**What to produce:** Check each line of the entries below for the string "roads"; copy every line where it appears.

**Data for analysis:**

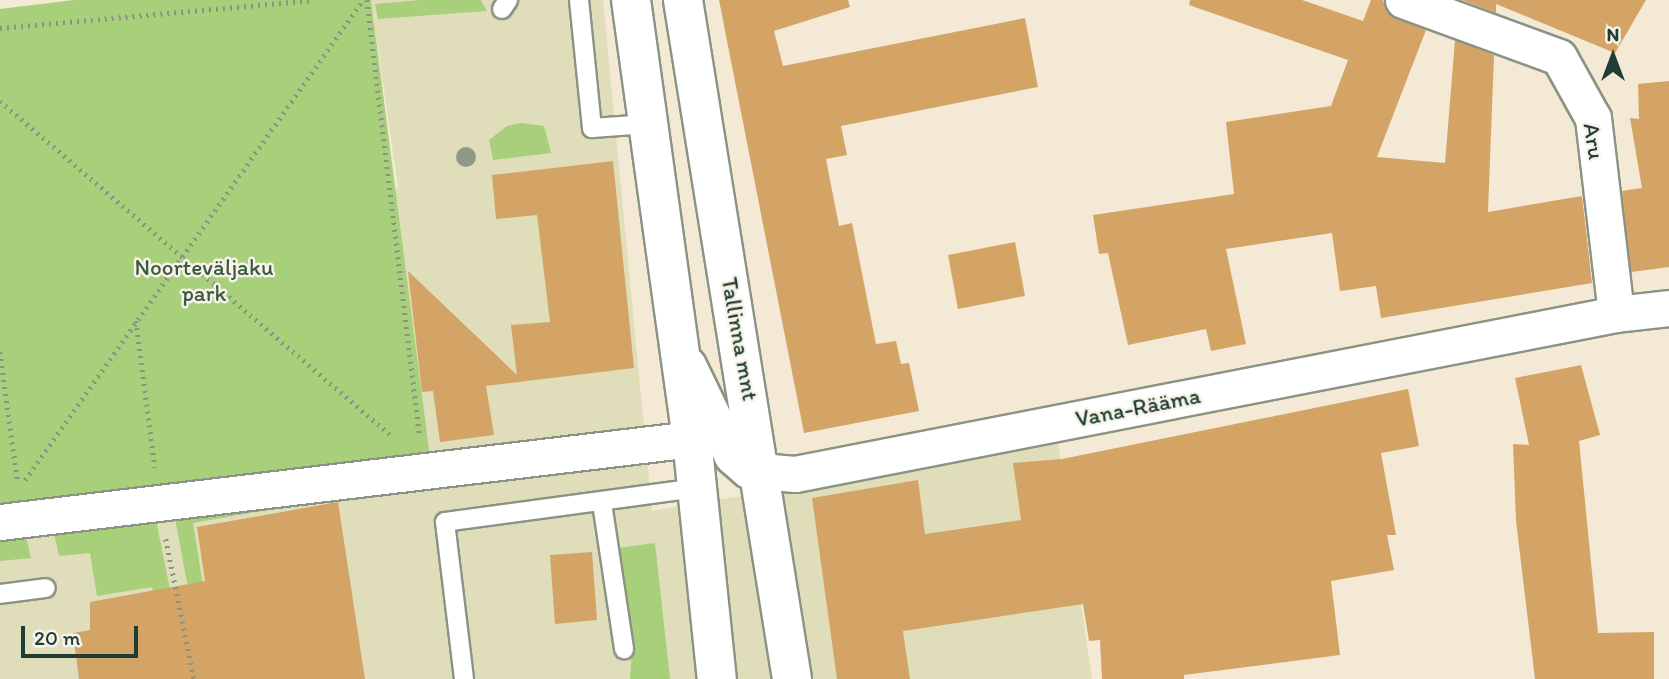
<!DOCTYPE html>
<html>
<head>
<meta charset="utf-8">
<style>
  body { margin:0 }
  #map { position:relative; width:1669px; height:679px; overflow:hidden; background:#f4e9d4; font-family:Itim,sans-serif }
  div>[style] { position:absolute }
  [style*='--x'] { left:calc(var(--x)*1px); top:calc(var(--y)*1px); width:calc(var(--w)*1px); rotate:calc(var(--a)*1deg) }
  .built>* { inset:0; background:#e0ddbb }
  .green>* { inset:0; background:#a8cf7a }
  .building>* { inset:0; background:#d3a466 }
  .path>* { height:4.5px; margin-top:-2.25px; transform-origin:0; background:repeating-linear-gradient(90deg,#8a9384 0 2px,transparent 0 7px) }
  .roads { filter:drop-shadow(2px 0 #8a9384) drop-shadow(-2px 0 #8a9384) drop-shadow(0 2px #8a9384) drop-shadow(0 -2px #8a9384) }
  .lane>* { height:18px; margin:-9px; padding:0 9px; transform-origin:9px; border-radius:9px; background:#fff }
  .street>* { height:35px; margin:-17.5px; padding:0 17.5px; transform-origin:17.5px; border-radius:17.5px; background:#fff }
  .secondary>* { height:38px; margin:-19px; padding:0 19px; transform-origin:19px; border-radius:19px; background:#fff }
  .trees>* { width:20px; height:20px; margin:-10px; border-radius:50%; background:#8e9a84 }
  span { translate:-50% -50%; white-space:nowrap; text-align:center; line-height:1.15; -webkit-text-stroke:5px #f7f3e8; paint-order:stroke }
  .street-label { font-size:23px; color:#1f3d34 }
  .park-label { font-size:23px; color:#3a5a42 }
  .north { position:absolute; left:1578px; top:21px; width:70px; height:70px; -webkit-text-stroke:5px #f7f3e8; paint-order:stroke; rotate:0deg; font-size:19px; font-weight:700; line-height:28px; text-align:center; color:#1f3d34 }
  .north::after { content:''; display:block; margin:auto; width:24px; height:32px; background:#1f3d34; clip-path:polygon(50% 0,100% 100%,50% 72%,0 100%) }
  .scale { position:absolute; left:21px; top:626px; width:117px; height:32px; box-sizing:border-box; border:4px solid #1f3d34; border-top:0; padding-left:9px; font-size:21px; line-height:24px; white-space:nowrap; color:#1f3d34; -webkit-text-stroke:5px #f7f3e8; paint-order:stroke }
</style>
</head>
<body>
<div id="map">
  <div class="built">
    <div style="clip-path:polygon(371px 0,603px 0,652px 511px,1058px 443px,1092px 679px,0 679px,0 510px,398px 187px)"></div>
  </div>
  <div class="green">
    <div style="clip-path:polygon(74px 0,371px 0,430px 458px,0 510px,0 9px)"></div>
    <div style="clip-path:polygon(421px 0,481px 0,487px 11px,378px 19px,375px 4px)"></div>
    <div style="clip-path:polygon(521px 123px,544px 126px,551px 153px,493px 160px,489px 140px,507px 126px)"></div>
    <div style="clip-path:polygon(361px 494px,193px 523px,218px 679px,205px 679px,174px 513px)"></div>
    <div style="clip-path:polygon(155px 515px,188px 679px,170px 679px,152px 587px,97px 596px,90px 553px,59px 556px,53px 529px)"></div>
    <div style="clip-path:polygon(25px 533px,31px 558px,0 561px,0 536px)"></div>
    <div style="clip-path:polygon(655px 543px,670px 679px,630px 679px,632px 648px,618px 548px)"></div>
  </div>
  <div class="building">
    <div style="clip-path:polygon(719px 0,848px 0,850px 7px,774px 31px,783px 66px,1025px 18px,1038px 87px,841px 126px,847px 155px,826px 159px,839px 226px,852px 223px,876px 344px,896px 341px,901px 364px,909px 363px,919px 411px,804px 433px)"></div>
    <div style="clip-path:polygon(1190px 0,1302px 0,1363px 21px,1371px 0,1383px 0,1388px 13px,1426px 30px,1377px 157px,1445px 163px,1455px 40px,1494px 55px,1488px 212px,1582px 196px,1592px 283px,1381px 318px,1376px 286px,1340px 291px,1332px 233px,1226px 249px,1246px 344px,1211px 351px,1206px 329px,1128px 345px,1108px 253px,1099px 254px,1093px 215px,1234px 194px,1226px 122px,1331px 106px,1348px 60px,1189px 5px)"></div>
    <div style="clip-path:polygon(1462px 0,1646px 0,1615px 53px,1496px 4px,1496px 13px)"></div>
    <div style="clip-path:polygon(1669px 81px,1669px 267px,1631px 272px,1622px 191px,1642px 188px,1630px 118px,1639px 119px,1638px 84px)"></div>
    <div style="clip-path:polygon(613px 161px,634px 368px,486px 386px,494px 435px,440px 442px,433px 391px,422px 392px,408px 271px,517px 375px,511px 325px,550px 322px,537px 215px,496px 219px,492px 175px)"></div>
    <div style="clip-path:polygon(1015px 242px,1025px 296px,958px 309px,948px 255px)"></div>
    <div style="clip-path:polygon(1581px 365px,1600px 435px,1579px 441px,1598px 633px,1654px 632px,1654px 679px,1535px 679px,1516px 521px,1513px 444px,1529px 445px,1515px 378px)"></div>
    <div style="clip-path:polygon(1408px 389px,1419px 446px,1381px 453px,1396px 535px,1387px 535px,1394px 570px,1331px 581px,1340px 655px,1184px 675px,1184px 679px,1102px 679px,1100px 640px,1089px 641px,1083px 604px,903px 631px,910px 679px,837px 679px,812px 498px,918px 480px,925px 534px,1021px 520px,1013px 463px,1062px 459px)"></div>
    <div style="clip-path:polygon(338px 502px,365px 679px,79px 679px,73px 633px,90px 630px,90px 602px,205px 581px,197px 527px)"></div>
    <div style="clip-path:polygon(592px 552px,597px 620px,555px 624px,550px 555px)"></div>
  </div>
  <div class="path">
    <div style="--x:367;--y:0;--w:438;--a:83.1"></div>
    <div style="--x:0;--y:28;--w:312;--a:-5.1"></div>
    <div style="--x:0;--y:101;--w:517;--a:40.53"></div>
    <div style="--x:136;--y:321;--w:148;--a:82.6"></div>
    <div style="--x:0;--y:352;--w:132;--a:82.2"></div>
    <div style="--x:25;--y:480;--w:587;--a:-54.85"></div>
    <div style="--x:166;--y:539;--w:143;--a:78.7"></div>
  </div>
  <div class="roads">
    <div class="lane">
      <div style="--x:579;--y:0;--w:129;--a:84.2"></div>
      <div style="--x:592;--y:128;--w:56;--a:-4.1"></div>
      <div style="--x:502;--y:9;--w:11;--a:-56"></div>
      <div style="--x:602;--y:503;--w:148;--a:81.4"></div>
      <div style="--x:0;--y:594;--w:46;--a:-7.4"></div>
      <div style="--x:464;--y:679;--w:158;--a:-96.9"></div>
      <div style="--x:445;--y:522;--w:255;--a:-7.7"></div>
    </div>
    <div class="street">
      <div style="--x:1403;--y:0;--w:166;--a:20.1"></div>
      <div style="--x:1559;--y:57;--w:70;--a:60.9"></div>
      <div style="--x:1593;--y:118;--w:197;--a:83.3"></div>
      <div style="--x:688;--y:365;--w:101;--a:64.2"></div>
      <div style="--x:732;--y:456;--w:21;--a:41"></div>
      <div style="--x:748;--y:470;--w:47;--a:4.9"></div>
      <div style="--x:795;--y:474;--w:836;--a:-11.03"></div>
      <div style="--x:1616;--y:314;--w:53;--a:-6.5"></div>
      <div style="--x:0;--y:522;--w:697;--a:-6.84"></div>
    </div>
    <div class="secondary">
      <div style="--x:631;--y:0;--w:443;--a:82.1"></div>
      <div style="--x:692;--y:439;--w:241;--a:84.1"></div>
      <div style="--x:683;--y:0;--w:688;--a:80.88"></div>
    </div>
  </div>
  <div class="trees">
    <div style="left:466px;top:157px"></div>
  </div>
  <div class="street-label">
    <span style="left:1594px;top:141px;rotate:81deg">Aru</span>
    <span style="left:740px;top:339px;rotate:80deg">Tallinna mnt</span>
    <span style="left:1138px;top:407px;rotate:-11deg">Vana-Rääma</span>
  </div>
  <div class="park-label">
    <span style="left:204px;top:280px">Noorteväljaku<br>park</span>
  </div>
  <div class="north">N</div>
  <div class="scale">20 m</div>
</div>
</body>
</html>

**Answer to the problem:**
  .roads { filter:drop-shadow(2px 0 #8a9384) drop-shadow(-2px 0 #8a9384) drop-shadow(0 2px #8a9384) drop-shadow(0 -2px #8a9384) }
  <div class="roads">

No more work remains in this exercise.